Let's assume that you've just had your tonsils removed, or that you hurt your back and have been prescribed opiate medications such as hydrocodone or oxycodone to treat the pain. Or perhaps your child has been prescribed Adderall for the treatment of ADHD. What if I told you that following the Centers for Disease Control and Prevention's low-salt guidelines—that is, consuming less than one teaspoon of salt per day, a recommendation that they put forth to basically all healthy Americans—could be placing you or your loved ones at risk of becoming addicted to these medications? Or what if this low-salt advice was predisposing you to sugar addiction? What if you were deficient in salt even if you weren't consciously restricting your sodium?

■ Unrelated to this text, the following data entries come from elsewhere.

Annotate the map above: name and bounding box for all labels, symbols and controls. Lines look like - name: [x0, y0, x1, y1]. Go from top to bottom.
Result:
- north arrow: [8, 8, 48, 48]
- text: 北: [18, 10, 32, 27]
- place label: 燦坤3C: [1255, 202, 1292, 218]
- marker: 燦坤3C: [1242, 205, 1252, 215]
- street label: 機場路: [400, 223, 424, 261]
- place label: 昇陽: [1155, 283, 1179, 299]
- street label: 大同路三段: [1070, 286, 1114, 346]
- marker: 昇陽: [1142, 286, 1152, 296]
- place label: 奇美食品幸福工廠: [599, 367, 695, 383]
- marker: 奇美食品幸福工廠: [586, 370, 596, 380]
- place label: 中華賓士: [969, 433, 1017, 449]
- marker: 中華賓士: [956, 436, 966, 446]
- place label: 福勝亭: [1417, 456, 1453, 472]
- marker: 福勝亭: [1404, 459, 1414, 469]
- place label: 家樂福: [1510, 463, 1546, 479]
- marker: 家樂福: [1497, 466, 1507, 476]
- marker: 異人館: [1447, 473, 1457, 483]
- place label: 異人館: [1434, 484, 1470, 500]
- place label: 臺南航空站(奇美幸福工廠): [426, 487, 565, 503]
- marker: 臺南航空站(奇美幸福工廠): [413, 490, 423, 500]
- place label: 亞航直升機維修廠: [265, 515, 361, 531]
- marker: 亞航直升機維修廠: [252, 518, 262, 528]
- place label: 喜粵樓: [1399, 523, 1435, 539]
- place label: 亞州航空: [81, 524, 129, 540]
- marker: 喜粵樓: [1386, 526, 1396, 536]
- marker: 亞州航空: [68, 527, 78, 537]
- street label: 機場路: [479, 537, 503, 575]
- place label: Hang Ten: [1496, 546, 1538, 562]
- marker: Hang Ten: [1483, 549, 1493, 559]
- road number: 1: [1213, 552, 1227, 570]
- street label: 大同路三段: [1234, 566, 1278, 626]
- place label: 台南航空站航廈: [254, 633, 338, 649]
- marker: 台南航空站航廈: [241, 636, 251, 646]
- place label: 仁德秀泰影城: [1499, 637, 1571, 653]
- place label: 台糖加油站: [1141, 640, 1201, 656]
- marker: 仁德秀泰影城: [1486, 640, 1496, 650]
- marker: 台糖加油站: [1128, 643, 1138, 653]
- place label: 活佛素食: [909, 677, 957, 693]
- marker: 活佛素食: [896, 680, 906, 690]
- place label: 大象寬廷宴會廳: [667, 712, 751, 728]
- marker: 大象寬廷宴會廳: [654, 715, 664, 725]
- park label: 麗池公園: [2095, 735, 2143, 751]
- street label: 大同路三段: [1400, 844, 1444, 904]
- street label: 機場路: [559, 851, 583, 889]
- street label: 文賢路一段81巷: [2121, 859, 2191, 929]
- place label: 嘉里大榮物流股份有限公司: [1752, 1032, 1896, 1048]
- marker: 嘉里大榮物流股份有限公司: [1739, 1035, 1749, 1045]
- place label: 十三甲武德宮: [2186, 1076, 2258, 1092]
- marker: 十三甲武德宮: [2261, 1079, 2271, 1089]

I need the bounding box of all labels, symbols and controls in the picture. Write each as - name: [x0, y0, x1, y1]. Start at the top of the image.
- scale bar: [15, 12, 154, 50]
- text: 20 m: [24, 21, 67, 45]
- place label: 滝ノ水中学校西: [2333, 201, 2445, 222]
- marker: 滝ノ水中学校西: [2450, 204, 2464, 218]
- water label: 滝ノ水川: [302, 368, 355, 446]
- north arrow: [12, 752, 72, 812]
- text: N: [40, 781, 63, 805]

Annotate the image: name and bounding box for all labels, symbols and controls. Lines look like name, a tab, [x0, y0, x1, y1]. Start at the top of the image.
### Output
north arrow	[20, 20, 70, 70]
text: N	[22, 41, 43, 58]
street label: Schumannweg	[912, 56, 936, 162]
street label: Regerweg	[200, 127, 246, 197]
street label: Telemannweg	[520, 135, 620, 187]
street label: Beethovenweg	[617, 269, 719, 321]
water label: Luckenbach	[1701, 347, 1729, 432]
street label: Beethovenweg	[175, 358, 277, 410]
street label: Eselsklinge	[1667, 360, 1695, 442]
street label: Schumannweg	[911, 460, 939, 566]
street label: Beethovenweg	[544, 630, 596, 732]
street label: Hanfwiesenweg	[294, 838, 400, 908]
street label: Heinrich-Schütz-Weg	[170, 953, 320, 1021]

We all love salt. Just a pinch can make almost any food savory and delicious. But sometimes salt can taste even better than usual, even more rewarding. This occurs when we become salt depleted (also known as salt deficient). If your daily habits include drinking three cups or more of coffee, working out for an hour, or taking medications that are diuretics (including many blood pressure meds), then you could be in a state of salt deficit, even if you don't limit your salt intake. And if you're one of the 25 percent of Americans who has been advised to follow a low-salt diet, whether because of high blood pressure or kidney disease, then you are very possibly in a state of deficit.
Very simply, salt depletion enhances our liking for salt. Without this enhanced liking, we might not ever seek it out and eat more of it during times of need. But a salt deficit might not merely sensitize the brain to the effects of salt; it also sensitizes the brain to other substances, such as certain drugs (cocaine), and medications (amphetamines, such as Adderall, and opiates, such as morphine). Even refined sugar may now be even more rewarding, and thus more addictive.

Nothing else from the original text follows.